Under these circumstances, I find that permitting Angelo to assert the affirmative defense of set-off would neither surprise, nor unfairly prejudice, Thalia. It follows, therefore, that the question of prior loans Angelo may have made to Lazaros and/or Thalia are admissible. Therefore, I will deny this aspect of Plaintiff's motion in limine.
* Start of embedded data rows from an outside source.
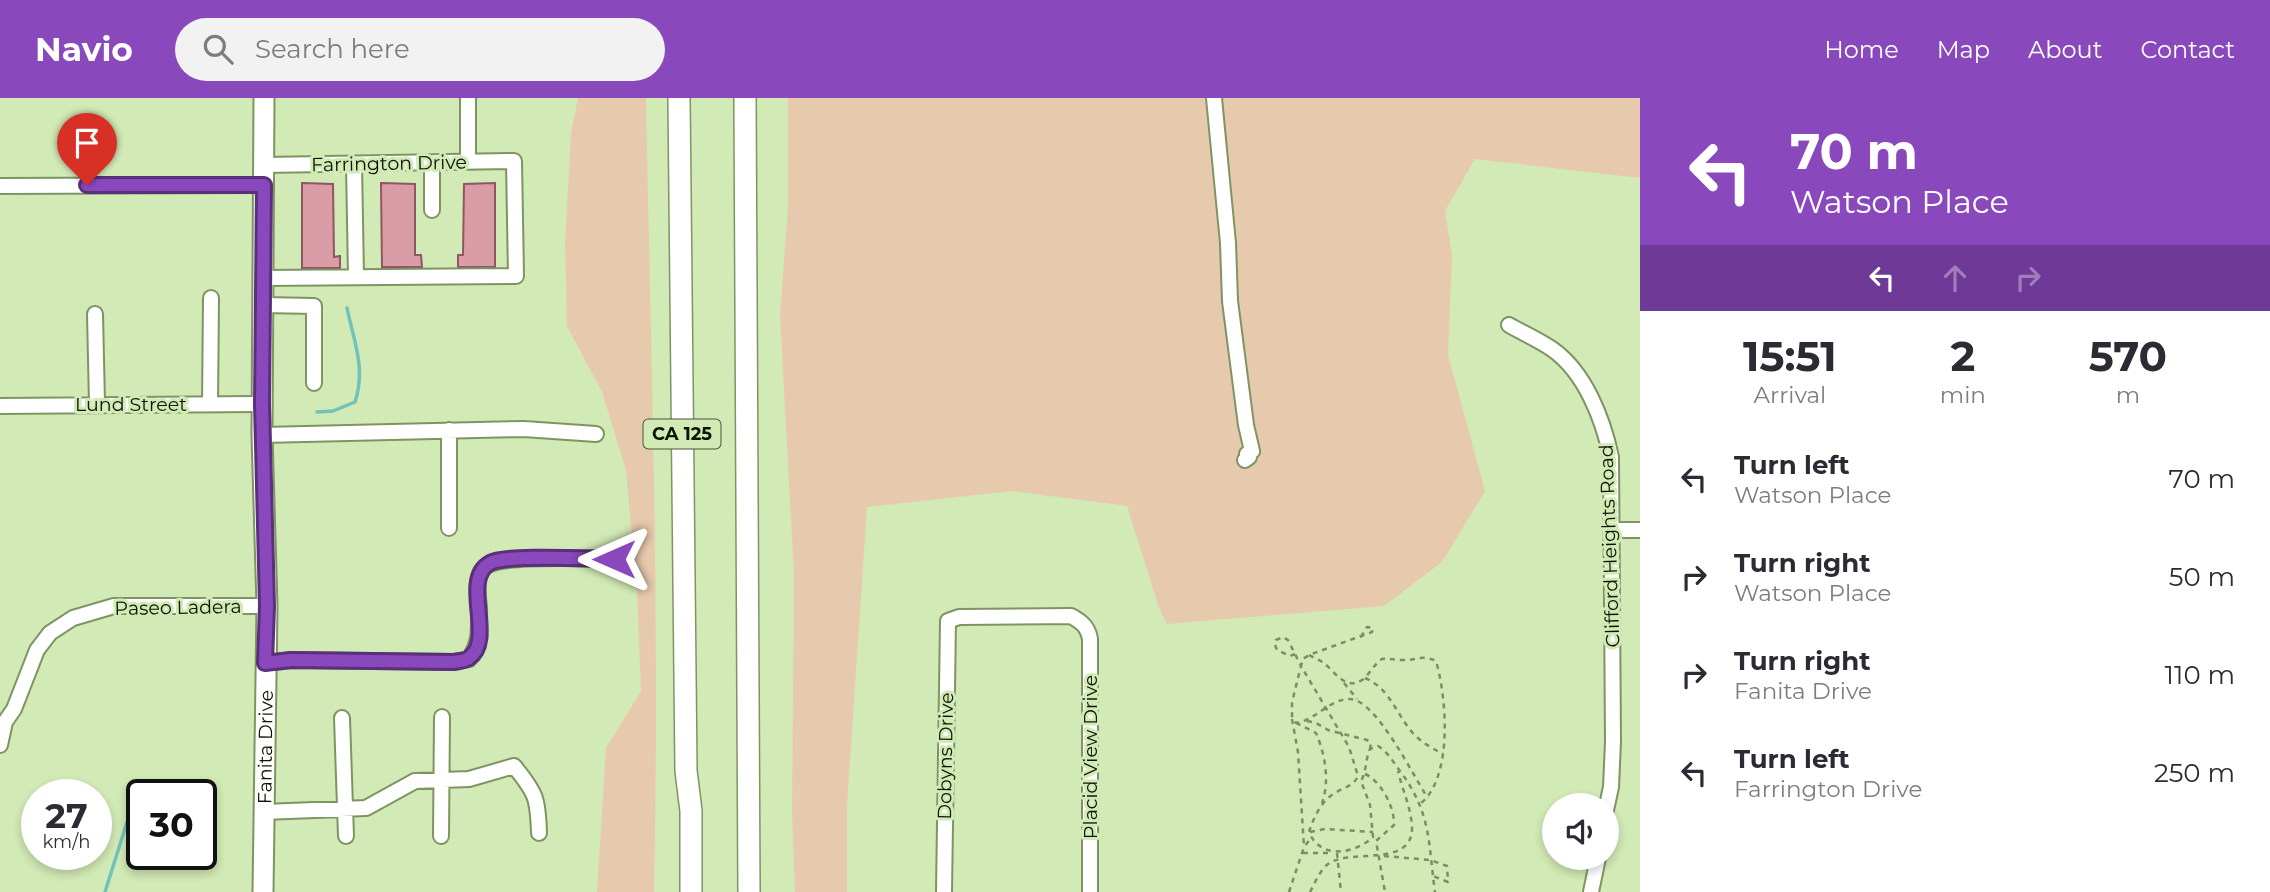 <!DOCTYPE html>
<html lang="en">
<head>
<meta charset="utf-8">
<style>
  body { margin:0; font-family:Montserrat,sans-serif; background:#f2f2f3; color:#2b2b33; height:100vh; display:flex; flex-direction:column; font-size:26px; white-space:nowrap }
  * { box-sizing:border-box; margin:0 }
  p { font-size:23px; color:#7c7c81 }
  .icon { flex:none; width:38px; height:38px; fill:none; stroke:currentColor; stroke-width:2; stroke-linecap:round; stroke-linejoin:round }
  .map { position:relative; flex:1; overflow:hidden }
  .sheet { display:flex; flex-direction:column; background:#fff; width:630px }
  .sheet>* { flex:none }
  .banner { background:#8a48bd; color:#fff; overflow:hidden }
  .buttons { position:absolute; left:1542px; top:695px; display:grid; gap:14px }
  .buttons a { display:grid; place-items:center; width:77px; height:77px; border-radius:50%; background:#fff; box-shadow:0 4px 10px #0003; font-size:35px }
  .speed { position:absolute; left:21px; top:681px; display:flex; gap:14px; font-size:35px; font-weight:700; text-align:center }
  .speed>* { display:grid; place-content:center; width:91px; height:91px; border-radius:50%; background:#fff; box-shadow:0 4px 10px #0003; line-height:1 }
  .speed small { font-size:18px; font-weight:400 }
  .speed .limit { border:4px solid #111; border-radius:10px; background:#fff; color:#111 }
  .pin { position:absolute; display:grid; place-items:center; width:60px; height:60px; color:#fff; margin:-72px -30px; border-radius:50% 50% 50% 0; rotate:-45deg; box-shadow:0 0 7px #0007 }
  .pin .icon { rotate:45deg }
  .me { position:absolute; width:77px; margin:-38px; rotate:270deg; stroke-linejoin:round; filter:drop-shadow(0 0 5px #0008) }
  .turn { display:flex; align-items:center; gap:24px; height:147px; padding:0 35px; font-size:32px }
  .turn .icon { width:91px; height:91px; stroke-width:2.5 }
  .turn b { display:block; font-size:49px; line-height:60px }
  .lanes { display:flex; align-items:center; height:66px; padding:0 35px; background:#0003; justify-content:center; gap:35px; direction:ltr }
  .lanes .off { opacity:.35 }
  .eta { display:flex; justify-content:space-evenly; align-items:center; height:119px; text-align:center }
  .eta b { font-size:42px; font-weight:700; line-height:49px }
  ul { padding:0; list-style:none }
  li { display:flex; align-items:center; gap:21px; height:98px; padding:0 35px }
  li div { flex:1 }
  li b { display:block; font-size:26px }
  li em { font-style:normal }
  header { display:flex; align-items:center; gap:42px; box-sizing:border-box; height:98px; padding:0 35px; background:#8a48bd; color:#fff }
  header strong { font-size:33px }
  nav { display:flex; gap:38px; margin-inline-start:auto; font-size:24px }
  .search { width:490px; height:63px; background:#f2f2f3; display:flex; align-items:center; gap:18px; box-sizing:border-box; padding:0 24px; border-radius:38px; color:#7c7c81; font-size:26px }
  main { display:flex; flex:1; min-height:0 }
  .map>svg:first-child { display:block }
</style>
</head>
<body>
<header>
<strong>Navio</strong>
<div class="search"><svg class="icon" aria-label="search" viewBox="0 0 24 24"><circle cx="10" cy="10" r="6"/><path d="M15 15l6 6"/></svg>Search here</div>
<nav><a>Home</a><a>Map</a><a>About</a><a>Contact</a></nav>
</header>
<main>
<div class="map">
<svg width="1640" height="794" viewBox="0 0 1640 794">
  <rect width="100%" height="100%" fill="#d2eab5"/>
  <path fill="#e7caad" d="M 578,0 L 646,0 C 651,265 660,529 654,794 L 597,794 L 606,650 L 641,593 L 637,495 L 626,372 L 602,294 L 567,228 L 565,146 L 571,35 Z
    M 788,0 L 1640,0 L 1640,80 L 1475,61 L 1445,113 L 1452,157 L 1448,257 L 1485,393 L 1442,464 L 1384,508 L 1167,526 L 1159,510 L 1127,408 L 1012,393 L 867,409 L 847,708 L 847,794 L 795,794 L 792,715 L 794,476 L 780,218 L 788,110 Z"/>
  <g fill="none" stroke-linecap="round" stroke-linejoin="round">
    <path stroke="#71c2ba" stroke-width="3.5" d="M 317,314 L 333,313 L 355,304 C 366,271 354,243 347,210
      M 105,794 L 127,724"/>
  </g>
  <path fill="#da9da8" stroke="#8e5762" stroke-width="2" d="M 302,85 L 333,86 L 334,159 L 340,158 L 340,170 L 302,170 Z
    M 381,85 L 415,86 L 415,157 L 421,157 L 422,169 L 382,169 Z
    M 495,85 L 495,169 L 458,169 L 458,157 L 463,157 L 464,86 Z"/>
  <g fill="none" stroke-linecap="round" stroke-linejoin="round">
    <g stroke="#7f9463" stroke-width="18">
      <path id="minor" d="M 468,0 L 468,64
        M 1214,0 L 1228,145 L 1230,203 L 1246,327 L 1252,353 L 1247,356 L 1249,359 L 1245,362
        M 432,65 L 432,112
        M 354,66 L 356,179
        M 0,88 L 264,87
        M 263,180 L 516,178 L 514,63 L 264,67
        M 263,207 L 314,208 L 314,285
        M 95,216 L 97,306
        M 1509,227 C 1523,235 1539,242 1552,251 C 1585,274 1603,321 1611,359 L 1613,644 L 1611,689 L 1606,712
        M 210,306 L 211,200
        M 0,308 L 262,306
        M 262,337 L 524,331 L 596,336
        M 449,430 L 449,332
        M 1613,432 L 1640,432
        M 265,565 L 291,562 L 454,564 L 469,561 C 481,544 479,529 479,509 C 478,498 475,483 482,472 C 493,455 591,461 614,461
        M 342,620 L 346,738
        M 0,647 L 5,624 L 14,611 L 37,552 L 50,535 L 73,520 L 114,508 L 267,508
        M 263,714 L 366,710 L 415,683 L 469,681 L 514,668 C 536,695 538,700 539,735
        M 441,738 L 442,619
        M 944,794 L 948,523 L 959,519 L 1071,518 C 1082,524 1088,529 1090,541 L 1090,794
        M 1591,794 L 1598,760"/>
    </g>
    <g stroke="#7f9463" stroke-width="23">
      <g id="major">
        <path id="s1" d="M 263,794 L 267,508 L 262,337 L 264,0"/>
      </g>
    </g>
    <g stroke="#7f9463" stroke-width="24">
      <path id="highway" d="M 679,0 L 686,673 L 691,713 L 691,794
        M 745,0 L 749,794"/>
    </g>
    <path stroke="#7c8d67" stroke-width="2.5" stroke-dasharray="5 5" stroke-linecap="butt" d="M 1361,539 L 1367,529 L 1373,530 L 1372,534 L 1309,557 L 1303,561 L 1301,568 L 1349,649 L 1358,678 C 1354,688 1344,689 1335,695 C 1321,703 1314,719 1309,734 C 1320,762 1355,756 1373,739 L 1370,707 L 1361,683 C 1367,672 1365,662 1370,651 L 1378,648 C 1388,654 1393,664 1400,673 C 1432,716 1428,745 1435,794
      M 1295,556 L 1290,558 L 1277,552 L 1275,547 L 1276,542 L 1283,539 L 1288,542 L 1301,568 L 1292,604 L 1292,618 L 1296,625 C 1316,622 1328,602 1349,601 C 1376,600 1414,680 1428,700
      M 1309,557 C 1314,560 1320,562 1324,565 C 1335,574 1346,593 1362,582 C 1370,576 1374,566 1382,561 C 1389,560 1394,562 1401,562 C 1415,563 1422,556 1436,563 C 1447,601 1453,680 1420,706
      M 1365,580 C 1388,590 1394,610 1408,629 C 1417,642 1430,649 1443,656
      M 1344,585 L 1357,601
      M 1292,621 L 1298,654 L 1304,749
      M 1307,623 L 1316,625 L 1328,632 L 1367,642 L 1371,645 L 1370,651
      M 1296,625 L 1316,635 C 1325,656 1330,683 1322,705
      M 1365,676 C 1381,683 1395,710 1394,727 L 1376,743 L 1385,794
      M 1310,734 L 1325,731 L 1373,734
      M 1303,755 L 1332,755
      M 1337,755 L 1341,794
      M 1384,758 L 1430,762 L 1447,768 L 1448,784 L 1433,778
      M 1289,794 L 1304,749 L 1311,740
      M 1310,794 C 1315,785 1320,772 1328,766 C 1350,750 1411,770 1412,731 C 1412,712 1402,691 1398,673"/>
    <use href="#minor" stroke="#fff" stroke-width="14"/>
    <use href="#major" stroke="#fff" stroke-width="19"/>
    <use href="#highway" stroke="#fff" stroke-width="21"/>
  </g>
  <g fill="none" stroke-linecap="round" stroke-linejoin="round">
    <g stroke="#5a2f7b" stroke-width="18">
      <path id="route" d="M 87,87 L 264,87 L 262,306 L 267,508 L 265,565 L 291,562 L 454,564 C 458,563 466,563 469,560 C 496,541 460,482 490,465 C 507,456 590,461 614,461"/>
    </g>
    <use href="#route" stroke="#8a48bd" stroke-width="12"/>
  </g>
  <g text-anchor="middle" stroke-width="6" stroke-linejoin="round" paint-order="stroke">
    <rect fill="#d2eab5" stroke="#475438" stroke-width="2" x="643.5" y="321.5" width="77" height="29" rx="5"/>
    <g font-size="18" font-weight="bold" fill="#0c1403">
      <text x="682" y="342">CA 125</text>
    </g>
    <g font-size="19" fill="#0c1403" stroke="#d2eab5">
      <text transform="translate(389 65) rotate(-1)" y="7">Farrington Drive</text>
      <text x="131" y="313">Lund Street</text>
      <text transform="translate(1609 448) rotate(-92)" y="7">Clifford Heights Road</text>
      <text transform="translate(178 509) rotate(-1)" y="7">Paseo Ladera</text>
      <text dy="7" stroke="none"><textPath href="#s1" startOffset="145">Fanita Drive</textPath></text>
      <text transform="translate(945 658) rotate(-89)" y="7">Dobyns Drive</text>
      <text transform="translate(1090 659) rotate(-90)" y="7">Placid View Drive</text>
    </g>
  </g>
</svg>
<div class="buttons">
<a><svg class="icon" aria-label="sound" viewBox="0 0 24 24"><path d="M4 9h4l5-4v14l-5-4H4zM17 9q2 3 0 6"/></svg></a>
</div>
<div class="speed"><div>27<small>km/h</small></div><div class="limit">30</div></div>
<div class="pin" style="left:87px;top:87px;background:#d93025"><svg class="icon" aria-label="arrive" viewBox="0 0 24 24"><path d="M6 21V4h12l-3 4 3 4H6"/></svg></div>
<svg class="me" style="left:614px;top:461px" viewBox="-20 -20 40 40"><path d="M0-17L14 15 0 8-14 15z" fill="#8a48bd" stroke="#fff" stroke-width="4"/></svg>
</div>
<section class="sheet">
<div class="banner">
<div class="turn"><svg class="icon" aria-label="left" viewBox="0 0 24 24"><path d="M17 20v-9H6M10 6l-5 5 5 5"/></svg><div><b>70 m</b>Watson Place</div></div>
<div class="lanes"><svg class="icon" aria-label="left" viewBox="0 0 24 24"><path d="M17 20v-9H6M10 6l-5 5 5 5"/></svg><svg class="icon off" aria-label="ahead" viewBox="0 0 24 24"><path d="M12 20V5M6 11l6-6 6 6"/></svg><svg class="icon off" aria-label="right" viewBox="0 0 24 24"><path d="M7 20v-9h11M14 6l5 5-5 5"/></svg></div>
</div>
<div class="eta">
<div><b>15:51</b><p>Arrival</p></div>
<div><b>2</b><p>min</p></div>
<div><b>570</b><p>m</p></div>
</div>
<ul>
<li><svg class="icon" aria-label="left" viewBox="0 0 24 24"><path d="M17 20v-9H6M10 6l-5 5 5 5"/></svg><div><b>Turn left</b><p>Watson Place</p></div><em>70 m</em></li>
<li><svg class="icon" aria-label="right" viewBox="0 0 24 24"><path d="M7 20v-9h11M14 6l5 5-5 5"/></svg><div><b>Turn right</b><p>Watson Place</p></div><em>50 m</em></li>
<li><svg class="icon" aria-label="right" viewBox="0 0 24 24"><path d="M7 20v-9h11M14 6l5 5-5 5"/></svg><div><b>Turn right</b><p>Fanita Drive</p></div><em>110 m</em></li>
<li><svg class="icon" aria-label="left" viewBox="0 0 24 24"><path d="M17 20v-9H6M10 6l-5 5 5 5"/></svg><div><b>Turn left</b><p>Farrington Drive</p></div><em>250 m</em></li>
</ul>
</section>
</main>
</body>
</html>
D. Evidence Related to Thalia's Personal Background

Thalia also seeks to exclude evidence related to her personal background, specifically testimony regarding Thalia's prior marriage or beliefs regarding the supernatural. See Pl.'s Br. at 9. Angelo opposes this aspect of the motion in limine on the grounds that the evidence is relevant for purposes of Thalia and Angelo's financial status, as well as Thalia's credibility. See Doc. 45 at 10.

The facts of consequence in the present dispute concern the Property, the September Agreement, the purchase and sale of the Property, money put into the Property by Thalia, and the history of monetary interactions among Thalia, Angelo and Lazaros. Thalia's spiritual beliefs, including any belief in the supernatural or holistic therapy, is clearly irrelevant to the jury's determination of these facts.

The question of Thalia's prior marriages presents a closer call, as it is conceivable that her personal history in this regard could have some bearing on her subsequent financial situation. Nevertheless, I find that Thalia's prior marriages have, at best, only a tenuous bearing on the questions presented in this case, and that any such bearing is substantially outweighed by the danger that knowledge of the prior marriages could prejudice Thalia in the eyes of the jury. Therefore, this aspect of Plaintiff's motion in limine will be granted.

An appropriate Order follows.

ORDER

AND NOW, this day of October 2009, after consideration of Plaintiff's motion in limine (Doc. 44) and Defendant's response (Doc. 45), it is hereby ORDERED as follows:

1. Plaintiff's motion to exclude evidence of the November Agreement is GRANTED;

2. Plaintiff's motion to exclude evidence related to Defendant's alleged prior loans to Plaintiff and Lazaros Moshos is DENIED; and

3. Plaintiff's motion to exclude evidence related to Plaintiff's personal background is GRANTED.